=== Section Start ===
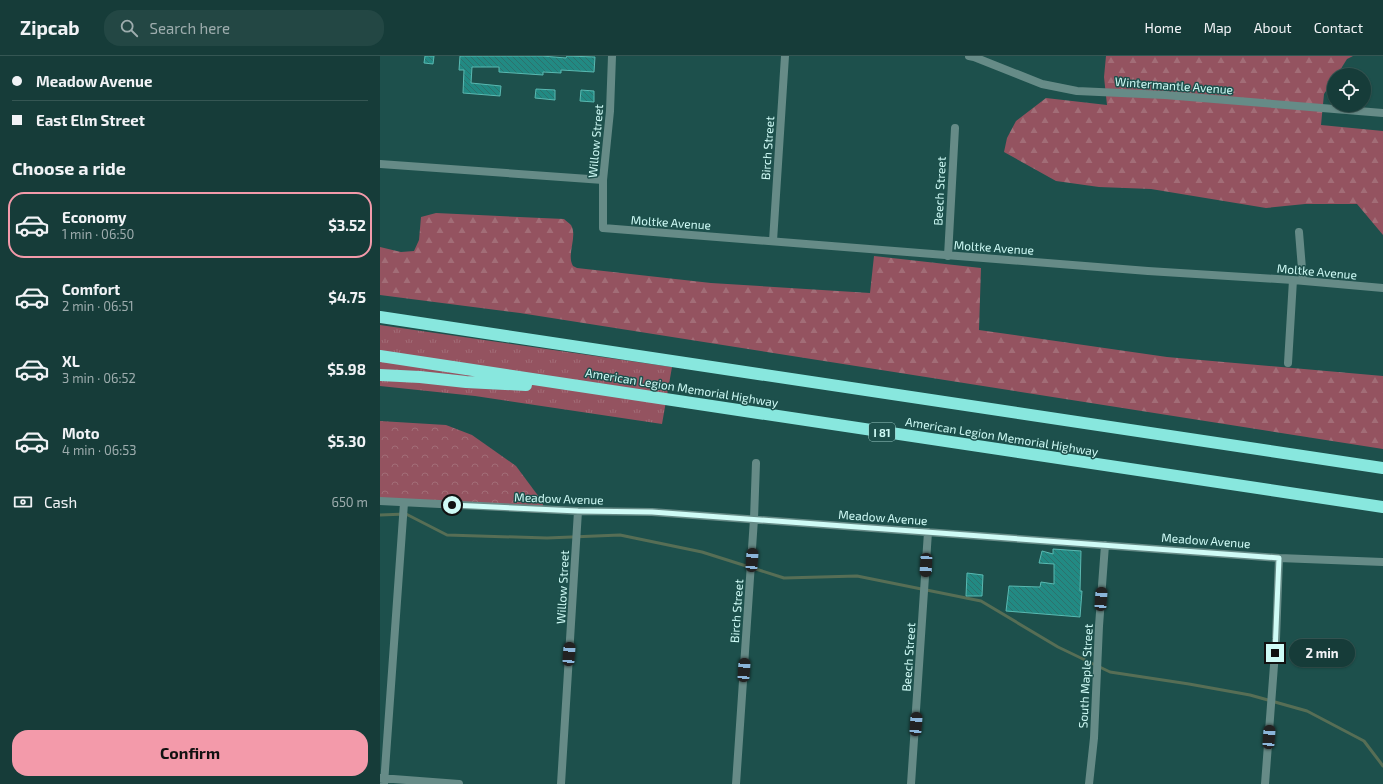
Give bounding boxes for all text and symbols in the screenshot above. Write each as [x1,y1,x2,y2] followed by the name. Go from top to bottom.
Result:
[104,10,384,46] search box
[20,16,80,39] text: Zipcab
[118,17,140,39] icon: search
[150,19,230,37] text: Search here
[1145,19,1182,36] text: Home
[1204,19,1232,36] text: Map
[1254,19,1292,36] text: About
[1314,19,1363,36] text: Contact
[1327,68,1371,112] map controls
[1327,68,1371,112] button: locate
[36,72,152,90] text: Meadow Avenue
[1114,74,1234,96] street label: Wintermantle Avenue
[585,103,605,178] street label: Willow Street
[36,111,145,129] text: East Elm Street
[758,115,776,180] street label: Birch Street
[930,156,948,226] street label: Beech Street
[12,157,126,179] text: Choose a ride
[14,207,50,243] icon: car
[62,208,127,226] text: Economy
[630,212,712,232] street label: Moltke Avenue
[328,216,366,234] text: $3.52
[62,226,134,242] text: 1 min · 06:50
[953,237,1035,257] street label: Moltke Avenue
[1276,261,1358,281] street label: Moltke Avenue
[14,279,50,315] icon: car
[62,280,120,298] text: Comfort
[328,288,366,306] text: $4.75
[62,298,134,314] text: 2 min · 06:51
[14,351,50,387] icon: car
[62,352,80,370] text: XL
[327,360,366,378] text: $5.98
[585,365,780,409] street label: American Legion Memorial Highway
[62,370,136,386] text: 3 min · 06:52
[905,414,1100,458] street label: American Legion Memorial Highway
[14,423,50,459] icon: car
[869,423,895,441] road number: I 81
[62,424,100,442] text: Moto
[327,432,366,450] text: $5.30
[62,442,136,458] text: 4 min · 06:53
[514,489,604,507] street label: Meadow Avenue
[12,491,34,513] icon: cash
[44,493,77,511] text: Cash
[331,494,368,510] text: 650 m
[443,496,461,514] route start
[838,507,928,527] street label: Meadow Avenue
[1161,530,1251,550] street label: Meadow Avenue
[745,548,759,572] car
[553,549,571,624] street label: Willow Street
[919,553,933,577] car
[727,578,745,643] street label: Birch Street
[1094,587,1108,611] car
[899,622,917,692] street label: Beech Street
[1075,623,1095,729] street label: South Maple Street
[1289,639,1355,667] callout: 2 min
[562,642,576,666] car
[1266,644,1284,662] route end
[1305,645,1339,661] text: 2 min
[737,658,751,682] car
[909,712,923,736] car
[1262,725,1276,749] car
[12,730,368,776] button: Confirm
=== Section End ===
Each line of the data above should be reproduced without alteration, and no picture should appear in the copy.

Give bounding boxes for all text and symbols in the screenshot above. Write each as [x1,y1,x2,y2] followed by the name. Go from top to bottom.
Result:
[104,10,384,46] search box
[20,16,80,39] text: Zipcab
[118,17,140,39] icon: search
[150,19,230,37] text: Search here
[1145,19,1182,36] text: Home
[1204,19,1232,36] text: Map
[1254,19,1292,36] text: About
[1314,19,1363,36] text: Contact
[1327,68,1371,112] map controls
[1327,68,1371,112] button: locate
[36,72,152,90] text: Meadow Avenue
[1114,74,1234,96] street label: Wintermantle Avenue
[585,103,605,178] street label: Willow Street
[36,111,145,129] text: East Elm Street
[758,115,776,180] street label: Birch Street
[930,156,948,226] street label: Beech Street
[12,157,126,179] text: Choose a ride
[14,207,50,243] icon: car
[62,208,127,226] text: Economy
[630,212,712,232] street label: Moltke Avenue
[328,216,366,234] text: $3.52
[62,226,134,242] text: 1 min · 06:50
[953,237,1035,257] street label: Moltke Avenue
[1276,261,1358,281] street label: Moltke Avenue
[14,279,50,315] icon: car
[62,280,120,298] text: Comfort
[328,288,366,306] text: $4.75
[62,298,134,314] text: 2 min · 06:51
[14,351,50,387] icon: car
[62,352,80,370] text: XL
[327,360,366,378] text: $5.98
[585,365,780,409] street label: American Legion Memorial Highway
[62,370,136,386] text: 3 min · 06:52
[905,414,1100,458] street label: American Legion Memorial Highway
[14,423,50,459] icon: car
[869,423,895,441] road number: I 81
[62,424,100,442] text: Moto
[327,432,366,450] text: $5.30
[62,442,136,458] text: 4 min · 06:53
[514,489,604,507] street label: Meadow Avenue
[12,491,34,513] icon: cash
[44,493,77,511] text: Cash
[331,494,368,510] text: 650 m
[443,496,461,514] route start
[838,507,928,527] street label: Meadow Avenue
[1161,530,1251,550] street label: Meadow Avenue
[745,548,759,572] car
[553,549,571,624] street label: Willow Street
[919,553,933,577] car
[727,578,745,643] street label: Birch Street
[1094,587,1108,611] car
[899,622,917,692] street label: Beech Street
[1075,623,1095,729] street label: South Maple Street
[1289,639,1355,667] callout: 2 min
[562,642,576,666] car
[1266,644,1284,662] route end
[1305,645,1339,661] text: 2 min
[737,658,751,682] car
[909,712,923,736] car
[1262,725,1276,749] car
[12,730,368,776] button: Confirm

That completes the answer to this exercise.